Stocks are trading lower at midday, following a big jump in U.S retail sales, and the expected interest rate cut by the Bank of Canada. Both pieces of information have traders thinking that long run of rate cuts has finally ended. The S&P/TSX index is down more than 50 points at midday to 8,849.
Volume is much stronger today at 128.7 million shares, with selling swamping the buying by a margin of 85:37. Losers are also outnumbering winners by more than two to one.
The big weakness is coming in core areas such as gold, materials and miners. Golds have dropped 4.3%, materials are down 2.6% and miners are 2.5% lower. Techs and telecoms are both down about 1%.
Financials are holding up quite well amid strong U.S. earnings in the sector, down just 0.3%. The only sectors making any gains, and then only very modest gains, are consumer stocks and energy.
The strong U.S. retail numbers is boosting the dollar and undercutting gold. This, in turn, is hitting stocks. Barrick is 3.8% lower. Placer Dome has slipped 3.6%.
Smaller gold names are much weaker, with big slides coming in Cambior, Crystallex, Golden Star Resources, Glamis Gold, Gammon Lake Resources, Breakwater Resources, NA Palladium and Pan American Silver.
Crystallex announced that it has hired BNP Paribas to provide advisory services to the company in connection with the arrangement of project financing for the development of the Las Cristinas project in Venezuela.
Alcan is leading the blue chips down, dropping 2.2%.
Yesterday’s big winner on the tech side, Research in Motion, is leading that group lower. It has dropped 1.4%. Nortel is flat. And, there is weakness in biotechs such as Forbes Medi-tech and Diagnocure.
Energy stocks are stronger, on higher prices. Nexen is up 1.1%. Petro Canada, Talisman Energy and Canadian Natural Resources are all up impressively. EnCana is unchanged. There are gains in smaller names such as Collicutt Energy Services and Cequel Energy.

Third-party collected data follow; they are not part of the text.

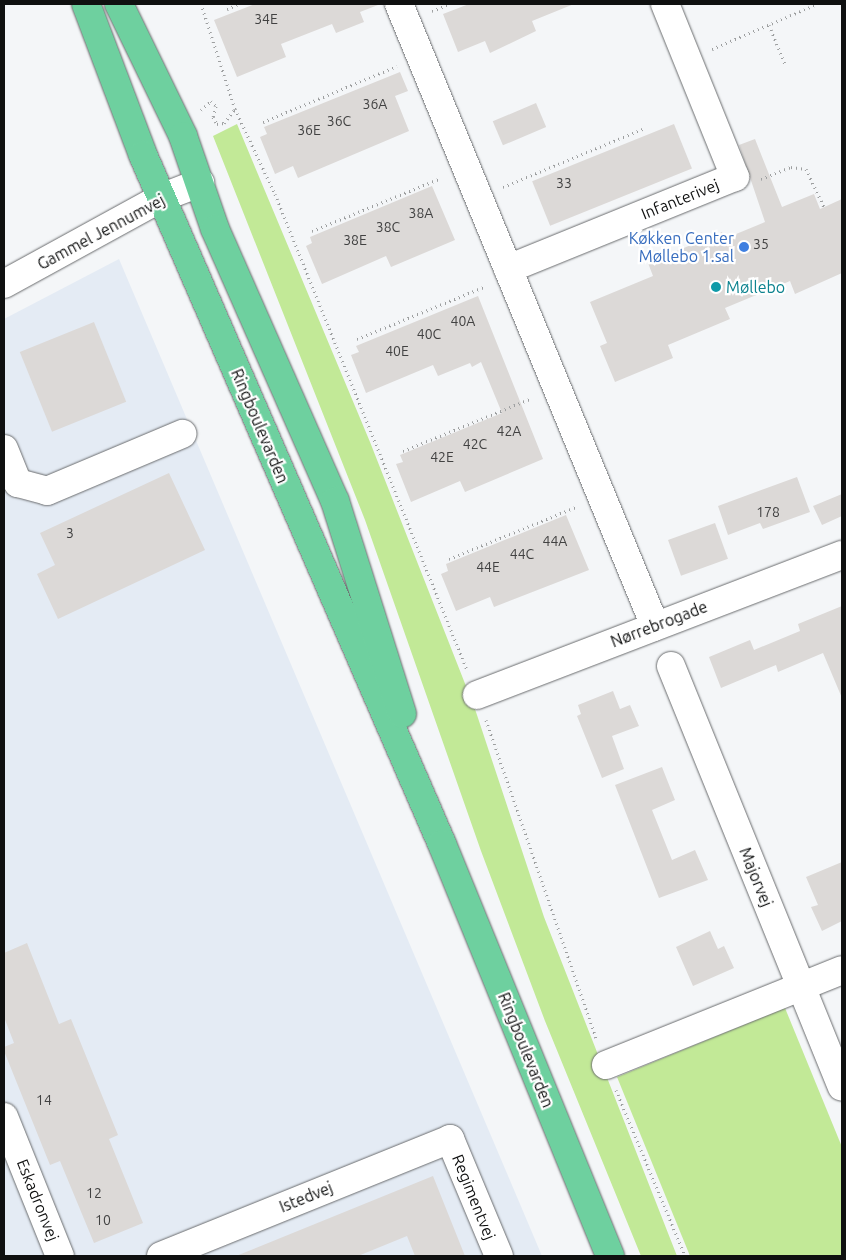 <!DOCTYPE html>
<html>
<head>
<meta charset="utf-8">
<style>
  body { margin:0 }
  #map { position:relative; width:846px; height:1260px; overflow:hidden; background:#f4f6f8; font-family:Ubuntu,sans-serif }
  div>[style] { position:absolute }
  .built>* { inset:0; background:#e4ebf4 }
  .green>* { inset:0; background:#c2e997 }
  .building>* { inset:0; background:#dcd9d7; transform-origin:0 0 }
  .path>* { height:3px; margin-top:-1.5px; transform-origin:0; background:repeating-linear-gradient(90deg,#9d9fa0 0 1px,transparent 0 5px) }
  .roads { filter:drop-shadow(0 0 1px #6a6c6e) drop-shadow(0 0 1px #6a6c6e) }
  .minor>* { height:28px; margin:-14px; padding:0 14px; transform-origin:14px; border-radius:14px; background:#fff }
  .major>* { height:28px; margin:-14px; padding:0 14px; transform-origin:14px; border-radius:14px; background:#6ed09f }
  .dots>* { width:14px; height:14px; translate:-50% -50%; box-sizing:border-box; border:2px solid #fff; border-radius:50% }
  span { translate:-50% -50%; white-space:nowrap; text-align:center; line-height:1.15; -webkit-text-stroke:4.5px #fff; paint-order:stroke }
  .number-label { font-size:14px; color:#424242 }
  .number-label span { -webkit-text-stroke-width:0 }
  .street-label { font-size:16px; color:#0f1010 }
  .shop-label { font-size:16px; color:#366cbe }
  .right { translate:-100% -50%; text-align:right }
  .culture-label { font-size:16px; color:#0d838f }
  .left { translate:0 -50%; text-align:left }
  .frame { position:absolute; inset:0; border:5px solid #0f1010; pointer-events:none }
</style>
</head>
<body>
<div id="map">
  <div class="built">
    <i style="clip-path:polygon(119px 259px,542px 1256px,4px 1256px,4px 319px)"></i>
  </div>
  <div class="green">
    <i style="clip-path:polygon(237px 124px,370px 442px,475px 709px,544px 917px,677px 1256px,641px 1256px,545px 1021px,481px 851px,365px 520px,213px 136px)"></i>
    <i style="clip-path:polygon(785px 1008px,842px 1147px,842px 1256px,690px 1256px,617px 1077px)"></i>
  </div>
  <div class="building">
    <i style="clip-path:polygon(255px 4px,378px 4px,378px 5px,360px 12px,364px 22px,336px 33px,332px 24px,281px 44px,286px 57px,237px 77px,214px 20px)"></i>
    <i style="clip-path:polygon(469px 4px,574px 4px,532px 21px,536px 31px,490px 53px,485px 41px,458px 52px,443px 14px)"></i>
    <i style="clip-path:polygon(400px 72px,408px 91px,395px 96px,409px 131px,298px 178px,293px 166px,275px 174px,260px 137px,267px 134px,264px 127px)"></i>
    <i style="left:536px;top:103px;width:26px;height:47px;rotate:67deg"></i>
    <i style="left:674px;top:124px;width:48px;height:153px;rotate:68deg"></i>
    <i style="clip-path:polygon(755px 139px,782px 207px,814px 194px,820px 209px,842px 199px,842px 273px,795px 294px,790px 281px,725px 308px,730px 319px,668px 345px,673px 358px,615px 382px,600px 346px,607px 343px,590px 302px,653px 276px,648px 263px,722px 232px,724px 239px,765px 222px,739px 145px)"></i>
    <i style="clip-path:polygon(432px 186px,455px 240px,391px 267px,386px 256px,322px 284px,306px 246px,312px 243px,310px 237px)"></i>
    <i style="clip-path:polygon(478px 296px,543px 459px,465px 492px,460px 481px,411px 502px,396px 464px,403px 462px,400px 455px,502px 413px,481px 362px,472px 367px,470px 363px,438px 376px,433px 365px,366px 393px,351px 355px,359px 352px,356px 346px)"></i>
    <i style="left:94px;top:322px;width:86px;height:80px;rotate:68deg"></i>
    <i style="clip-path:polygon(169px 473px,205px 550px,58px 619px,37px 574px,55px 565px,40px 533px)"></i>
    <i style="clip-path:polygon(797px 477px,810px 512px,763px 529px,760px 523px,728px 535px,718px 506px)"></i>
    <i style="clip-path:polygon(842px 494px,842px 516px,822px 525px,813px 506px)"></i>
    <i style="clip-path:polygon(566px 515px,589px 570px,494px 607px,490px 597px,456px 611px,441px 574px,448px 571px,446px 564px)"></i>
    <i style="left:715px;top:523px;width:38px;height:50px;rotate:70deg"></i>
    <i style="clip-path:polygon(842px 606px,842px 698px,823px 653px,778px 672px,776px 665px,721px 688px,709px 657px,750px 640px,754px 650px,800px 631px,798px 624px)"></i>
    <i style="clip-path:polygon(613px 691px,620px 709px,630px 705px,639px 726px,612px 736px,624px 769px,602px 778px,577px 716px,581px 714px,578px 705px)"></i>
    <i style="clip-path:polygon(662px 767px,675px 800px,652px 810px,672px 860px,695px 850px,708px 880px,659px 898px,615px 785px)"></i>
    <i style="clip-path:polygon(842px 862px,842px 921px,822px 931px,811px 907px,818px 905px,806px 877px)"></i>
    <i style="clip-path:polygon(710px 931px,718px 949px,724px 946px,734px 968px,693px 986px,676px 947px)"></i>
    <i style="clip-path:polygon(27px 943px,59px 1024px,71px 1019px,118px 1135px,109px 1139px,143px 1223px,94px 1243px,60px 1161px,50px 1165px,4px 1051px,4px 1047px,14px 1043px,4px 1017px,4px 953px)"></i>
    <i style="clip-path:polygon(433px 1176px,465px 1256px,415px 1256px,407px 1236px,358px 1256px,236px 1256px)"></i>
  </div>
  <div class="path">
    <i style="left:227px;top:9px;width:13px;rotate:-23deg"></i>
    <i style="left:432px;top:11px;width:18px;rotate:-22deg"></i>
    <i style="left:769px;top:25px;width:42px;rotate:67.7deg"></i>
    <i style="left:712px;top:49px;width:114px;rotate:-23.2deg"></i>
    <i style="left:235px;top:109px;width:94px;rotate:64.8deg"></i>
    <i style="left:275px;top:194px;width:513px;rotate:68.03deg"></i>
    <i style="left:201px;top:110px;width:13px;rotate:-42deg"></i>
    <i style="left:211px;top:101px;width:7px;rotate:45deg"></i>
    <i style="left:216px;top:106px;width:11px;rotate:105deg"></i>
    <i style="left:213px;top:117px;width:8px;rotate:60deg"></i>
    <i style="left:217px;top:124px;width:7px;rotate:-8deg"></i>
    <i style="left:224px;top:123px;width:18px;rotate:-52deg"></i>
    <i style="left:235px;top:109px;width:110px;rotate:-107.9deg"></i>
    <i style="left:263px;top:122px;width:145px;rotate:-22.7deg"></i>
    <i style="left:761px;top:179px;width:32px;rotate:-22deg"></i>
    <i style="left:791px;top:167px;width:15px;rotate:8deg"></i>
    <i style="left:806px;top:169px;width:44px;rotate:64.6deg"></i>
    <i style="left:503px;top:187px;width:154px;rotate:-22.6deg"></i>
    <i style="left:312px;top:231px;width:139px;rotate:-22.3deg"></i>
    <i style="left:357px;top:339px;width:139px;rotate:-22.3deg"></i>
    <i style="left:403px;top:451px;width:139px;rotate:-22.3deg"></i>
    <i style="left:449px;top:559px;width:139px;rotate:-22.3deg"></i>
    <i style="left:486px;top:720px;width:339px;rotate:70.9deg"></i>
    <i style="left:616px;top:1090px;width:180px;rotate:67.4deg"></i>
  </div>
  <div class="roads">
    <div class="minor">
      <i style="left:399px;top:4px;width:673px;rotate:67.63deg"></i>
      <i style="left:508px;top:269px;width:245px;rotate:-22.1deg"></i>
      <i style="left:735px;top:177px;width:187px;rotate:-112deg"></i>
      <i style="left:4px;top:284px;width:181px;rotate:-28.7deg"></i>
      <i style="left:163px;top:197px;width:40px;rotate:-21deg"></i>
      <i style="left:4px;top:449px;width:37px;rotate:68deg"></i>
      <i style="left:18px;top:483px;width:30px;rotate:15deg"></i>
      <i style="left:47px;top:491px;width:147px;rotate:-22.9deg"></i>
      <i style="left:671px;top:666px;width:454px;rotate:67.9deg"></i>
      <i style="left:477px;top:695px;width:391px;rotate:-21deg"></i>
      <i style="left:606px;top:1065px;width:254px;rotate:-21.9deg"></i>
      <i style="left:4px;top:1117px;width:150px;rotate:68.1deg"></i>
      <i style="left:161px;top:1256px;width:312px;rotate:-22deg"></i>
      <i style="left:450px;top:1139px;width:127px;rotate:67.3deg"></i>
    </div>
    <div class="major">
      <i style="left:86px;top:4px;width:161px;rotate:69.3deg"></i>
      <i style="left:143px;top:155px;width:751px;rotate:66.54deg"></i>
      <i style="left:442px;top:844px;width:445px;rotate:67.8deg"></i>
      <i style="left:119px;top:4px;width:147px;rotate:64.1deg"></i>
      <i style="left:183px;top:136px;width:98px;rotate:71deg"></i>
      <i style="left:215px;top:229px;width:297px;rotate:66.2deg"></i>
      <i style="left:335px;top:501px;width:223px;rotate:72.5deg"></i>
    </div>
  </div>
  <div class="dots">
    <i style="left:744px;top:247px;background:#3f7fe0"></i>
    <i style="left:716px;top:287px;background:#0f9aa8"></i>
  </div>
  <div class="number-label">
    <span style="left:266px;top:19px">34E</span>
    <span style="left:375px;top:104px">36A</span>
    <span style="left:339px;top:121px">36C</span>
    <span style="left:309px;top:130px">36E</span>
    <span style="left:564px;top:183px">33</span>
    <span style="left:421px;top:213px">38A</span>
    <span style="left:388px;top:227px">38C</span>
    <span style="left:355px;top:240px">38E</span>
    <span style="left:761px;top:244px">35</span>
    <span style="left:463px;top:321px">40A</span>
    <span style="left:429px;top:334px">40C</span>
    <span style="left:397px;top:351px">40E</span>
    <span style="left:509px;top:431px">42A</span>
    <span style="left:475px;top:444px">42C</span>
    <span style="left:442px;top:457px">42E</span>
    <span style="left:768px;top:512px">178</span>
    <span style="left:70px;top:533px">3</span>
    <span style="left:555px;top:541px">44A</span>
    <span style="left:522px;top:554px">44C</span>
    <span style="left:488px;top:567px">44E</span>
    <span style="left:44px;top:1100px">14</span>
    <span style="left:94px;top:1193px">12</span>
    <span style="left:103px;top:1220px">10</span>
  </div>
  <div class="street-label">
    <span style="left:680px;top:199px;rotate:-22deg">Infanterivej</span>
    <span style="left:101px;top:232px;rotate:-28deg">Gammel Jennumvej</span>
    <span style="left:260px;top:426px;rotate:67deg">Ringboulevarden</span>
    <span style="left:659px;top:624px;rotate:-21deg">Nørrebrogade</span>
    <span style="left:756px;top:877px;rotate:68deg">Majorvej</span>
    <span style="left:526px;top:1050px;rotate:68deg">Ringboulevarden</span>
    <span style="left:306px;top:1197px;rotate:-22deg">Istedvej</span>
    <span style="left:474px;top:1197px;rotate:68deg">Regimentvej</span>
    <span style="left:38px;top:1200px;rotate:68deg">Eskadronvej</span>
  </div>
  <div class="shop-label">
    <span class="right" style="left:734px;top:247px">Køkken Center<br>Møllebo 1.sal</span>
  </div>
  <div class="culture-label">
    <span class="left" style="left:726px;top:287px">Møllebo</span>
  </div>
  <div class="frame"></div>
</div>
</body>
</html>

Most of the big gainers are up on stock specific news. Spectrum Signal Processing has jumped $3 to $5.40 in heavy trading, on news that it has received a contract valued at approximately $1.2 million from an international defence contractor.

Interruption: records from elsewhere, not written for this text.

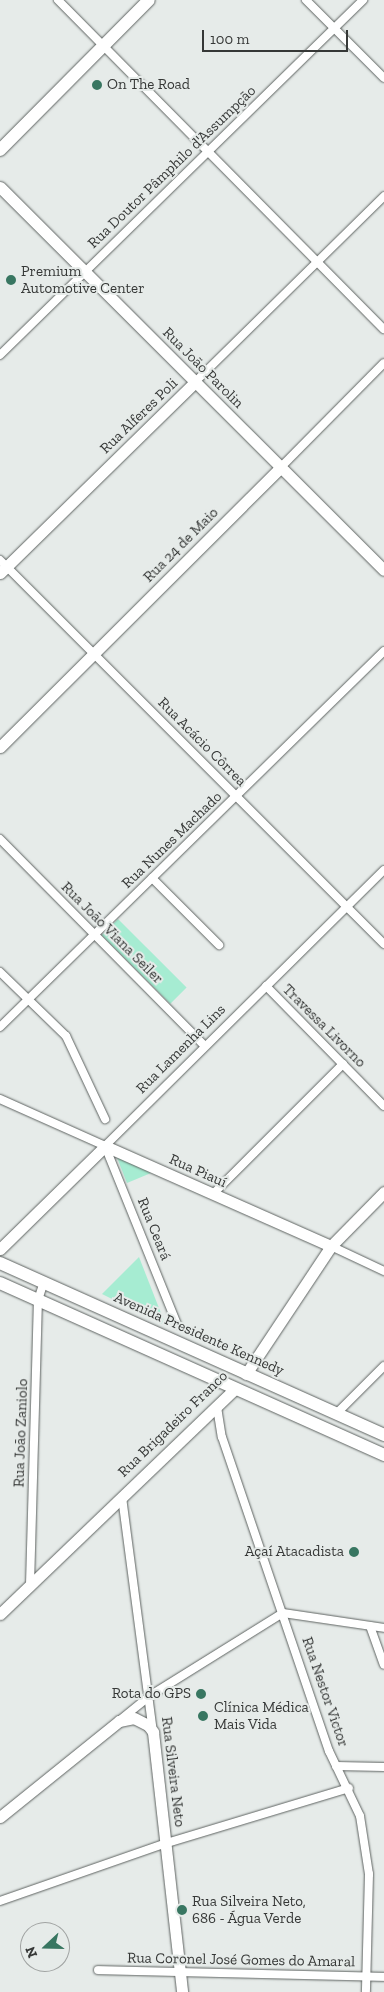 <!DOCTYPE html>
<html>
<head>
<meta charset="utf-8">
<style>
  body { margin:0 }
  #map { position:relative; width:384px; height:1992px; overflow:hidden; background:#e6ebe9; font-family:"Zilla Slab",serif }
  div>[style] { position:absolute }
  .green>* { inset:0; background:#a6ecd2; transform-origin:0 0 }
  .roads { filter:drop-shadow(0 0 1px #5e6361) drop-shadow(0 0 1px #5e6361) }
  .street>* { height:8px; margin:-4px; padding:0 4px; transform-origin:4px; border-radius:4px; background:#fff }
  .secondary>* { height:11px; margin:-5.5px; padding:0 5.5px; transform-origin:5.5px; border-radius:5.5px; background:#fff }
  .primary>* { height:12px; margin:-6px; padding:0 6px; transform-origin:6px; border-radius:6px; background:#fff }
  .dots>* { width:14px; height:14px; translate:-50% -50%; box-sizing:border-box; border:2px solid #e6ebe9; border-radius:50% }
  span { translate:-50% -50%; white-space:nowrap; text-align:center; line-height:1.15; -webkit-text-stroke:4px #e6ebe9; paint-order:stroke }
  .poi-label { font-size:15px; color:#363837 }
  .left { translate:0 -50%; text-align:left }
  .right { translate:-100% -50%; text-align:right }
  .street-label { font-size:15px; color:#363837 }
  .north { position:absolute; left:20px; top:1922px; width:50px; height:50px; box-sizing:border-box; background:#e6ebe9; border:1px solid #a0a3a2; border-radius:50%; rotate:249deg; font-size:14px; font-weight:700; line-height:20px; text-align:center; color:#363837 }
  .north::after { content:''; display:block; margin:auto; width:18px; height:22px; background:#387661; clip-path:polygon(50% 0,100% 100%,50% 72%,0 100%) }
  .scale { position:absolute; left:202px; top:30px; width:146px; height:22px; box-sizing:border-box; border:2px solid #363837; border-top:0; padding-left:6px; font-size:15px; line-height:18px; white-space:nowrap; color:#363837; -webkit-text-stroke:4px #e6ebe9; paint-order:stroke }
</style>
</head>
<body>
<div id="map">
  <div class="green">
    <div style="left:118px;top:919px;width:97px;height:23px;rotate:45deg"></div>
    <div style="clip-path:polygon(116px 1155px,151px 1173px,127px 1183px)"></div>
    <div style="clip-path:polygon(139px 1257px,166px 1326px,102px 1294px)"></div>
  </div>
  <div class="roads">
    <div class="street">
      <div style="left:58px;top:0;width:463px;rotate:45.3deg"></div>
      <div style="left:306px;top:0;width:110px;rotate:45deg"></div>
      <div style="left:0;top:355px;width:508px;rotate:-44.36deg"></div>
      <div style="left:195px;top:382px;width:265px;rotate:-44.5deg"></div>
      <div style="left:281px;top:467px;width:146px;rotate:-45.3deg"></div>
      <div style="left:0;top:560px;width:543px;rotate:45deg"></div>
      <div style="left:0;top:839px;width:291px;rotate:45.3deg"></div>
      <div style="left:152px;top:878px;width:95px;rotate:45deg"></div>
      <div style="left:0;top:972px;width:92px;rotate:44.1deg"></div>
      <div style="left:66px;top:1036px;width:92px;rotate:64.8deg"></div>
      <div style="left:266px;top:986px;width:168px;rotate:45.5deg"></div>
      <div style="left:0;top:1027px;width:537px;rotate:-44.4deg"></div>
      <div style="left:0;top:1099px;width:115px;rotate:24.1deg"></div>
      <div style="left:105px;top:1146px;width:392px;rotate:-44.7deg"></div>
      <div style="left:105px;top:1146px;width:192px;rotate:68deg"></div>
      <div style="left:213px;top:1194px;width:184px;rotate:-45deg"></div>
      <div style="left:331px;top:1246px;width:59px;rotate:25.3deg"></div>
      <div style="left:217px;top:1407px;width:30px;rotate:81deg"></div>
      <div style="left:222px;top:1437px;width:332px;rotate:71.2deg"></div>
      <div style="left:329px;top:1751px;width:72px;rotate:64.5deg"></div>
      <div style="left:360px;top:1816px;width:59px;rotate:81.2deg"></div>
      <div style="left:369px;top:1874px;width:118px;rotate:91.5deg"></div>
      <div style="left:336px;top:1414px;width:68px;rotate:-45deg"></div>
      <div style="left:122px;top:1497px;width:236px;rotate:82.5deg"></div>
      <div style="left:30px;top:1585px;width:285px;rotate:-88.4deg"></div>
      <div style="left:38px;top:1300px;width:19px;rotate:-72deg"></div>
      <div style="left:283px;top:1613px;width:102px;rotate:8.4deg"></div>
      <div style="left:370px;top:1626px;width:41px;rotate:70.3deg"></div>
      <div style="left:120px;top:1720px;width:36px;rotate:-39deg"></div>
      <div style="left:148px;top:1697px;width:159px;rotate:-31.9deg"></div>
      <div style="left:336px;top:1766px;width:48px;rotate:1.2deg"></div>
      <div style="left:0;top:1901px;width:177px;rotate:-19.2deg"></div>
      <div style="left:167px;top:1843px;width:190px;rotate:-16.8deg"></div>
      <div style="left:98px;top:1970px;width:286px;rotate:1.4deg"></div>
    </div>
    <div class="secondary">
      <div style="left:0;top:187px;width:542px;rotate:44.93deg"></div>
      <div style="left:0;top:573px;width:273px;rotate:-44.4deg"></div>
      <div style="left:0;top:747px;width:397px;rotate:-44.9deg"></div>
      <div style="left:0;top:1249px;width:147px;rotate:-44.4deg"></div>
      <div style="left:105px;top:1146px;width:247px;rotate:23.9deg"></div>
      <div style="left:246px;top:1374px;width:154px;rotate:-56.4deg"></div>
      <div style="left:331px;top:1246px;width:76px;rotate:-45.5deg"></div>
      <div style="left:0;top:1614px;width:325px;rotate:-43.8deg"></div>
      <div style="left:0;top:1817px;width:153px;rotate:-38.9deg"></div>
      <div style="left:119px;top:1721px;width:15px;rotate:-11deg"></div>
      <div style="left:134px;top:1718px;width:16px;rotate:27deg"></div>
      <div style="left:148px;top:1725px;width:9px;rotate:54deg"></div>
      <div style="left:153px;top:1732px;width:262px;rotate:83.6deg"></div>
    </div>
    <div class="primary">
      <div style="left:0;top:150px;width:211px;rotate:-45.2deg"></div>
      <div style="left:0;top:1263px;width:421px;rotate:24.1deg"></div>
      <div style="left:0;top:1283px;width:421px;rotate:24.1deg"></div>
    </div>
  </div>
  <div class="dots">
    <div style="left:97px;top:85px;background:#387661"></div>
    <div style="left:11px;top:280px;background:#387661"></div>
    <div style="left:354px;top:1552px;background:#387661"></div>
    <div style="left:201px;top:1694px;background:#387661"></div>
    <div style="left:203px;top:1716px;background:#387661"></div>
    <div style="left:182px;top:1910px;background:#387661"></div>
  </div>
  <div class="poi-label">
    <span class="left" style="left:107px;top:85px">On The Road</span>
    <span class="left" style="left:21px;top:280px">Premium<br>Automotive Center</span>
    <span class="right" style="left:344px;top:1552px">Açaí Atacadista</span>
    <span class="right" style="left:191px;top:1694px">Rota do GPS</span>
    <span class="left" style="left:214px;top:1716px">Clínica Médica<br>Mais Vida</span>
    <span class="left" style="left:192px;top:1910px">Rua Silveira Neto,<br>686 - Água Verde</span>
  </div>
  <div class="street-label">
    <span style="left:172px;top:167px;rotate:-44deg">Rua Doutor Pâmphilo d'Assumpção</span>
    <span style="left:203px;top:368px;rotate:45deg">Rua João Parolin</span>
    <span style="left:139px;top:416px;rotate:-44deg">Rua Alferes Poli</span>
    <span style="left:181px;top:545px;rotate:-45deg">Rua 24 de Maio</span>
    <span style="left:202px;top:742px;rotate:45deg">Rua Acácio Côrrea</span>
    <span style="left:172px;top:840px;rotate:-44deg">Rua Nunes Machado</span>
    <span style="left:112px;top:933px;rotate:45deg">Rua João Viana Seiler</span>
    <span style="left:324px;top:1026px;rotate:45deg">Travessa Livorno</span>
    <span style="left:181px;top:1049px;rotate:-45deg">Rua Lamenha Lins</span>
    <span style="left:198px;top:1171px;rotate:24deg">Rua Piauí</span>
    <span style="left:154px;top:1229px;rotate:68deg">Rua Ceará</span>
    <span style="left:199px;top:1334px;rotate:24deg">Avenida Presidente Kennedy</span>
    <span style="left:173px;top:1424px;rotate:-44deg">Rua Brigadeiro Franco</span>
    <span style="left:21px;top:1433px;rotate:-88deg">Rua João Zaniolo</span>
    <span style="left:325px;top:1692px;rotate:71deg">Rua Nestor Victor</span>
    <span style="left:173px;top:1772px;rotate:83deg">Rua Silveira Neto</span>
    <span style="left:241px;top:1960px;rotate:1deg">Rua Coronel José Gomes do Amaral</span>
  </div>
  <div class="north">N</div>
  <div class="scale">100 m</div>
</div>
</body>
</html>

MDSI Mobile, is up 48.4% on news that it is being acquired by @Road, a provider of mobile resource management services, for about $86 million.
ConjuChem has added 14% in strong trading after it released interim results from its phase II clinical trial that is evaluating the company’s treatment for type 2 diabetes.
Other gainers include paper firm Abitibi, which is up 2.7% in strong volume. SFK Pulp Fund is also higher, and. there is strength in Linamar.
In earnings news, Clean Power Income Fund lost $13.5 million in 2003. And, IAT Air Cargo Facilities Income Fund saw earnings slip to $2.7 million in 2003. Northern Orion Resources Inc. saw US$2.4 million in earnings for 2003.
Vitran Corp. has revised its guidance upward for the 12-month period ending Dec. 31. For the three months ended March 31, Vitran expects to report diluted earnings per share in the range of 12¢ to 13¢, down from 14¢ last year. For the 12 months, Vitran expects to report diluted earnings per share of 98¢ to $1.05.
In New York, markets first applauded the strong retail sales and earnings numbers, but after considering the implications for interest rates, stocks began selling off. At midday, the Dow Jones industrial average is down 55 points to 10,461. The tech-heavy Nasdaq composite index has dropped 17 ticks to 2,049.
The S&P/TSX Venture index is taking a real thumping, down 53 points to 1,819. Volume is solid at 36.8 million shares. TM Bioscience Corporation is the top trader, up 7¢ to 63¢ on 1.4 million shares. The firm is moving to the big board.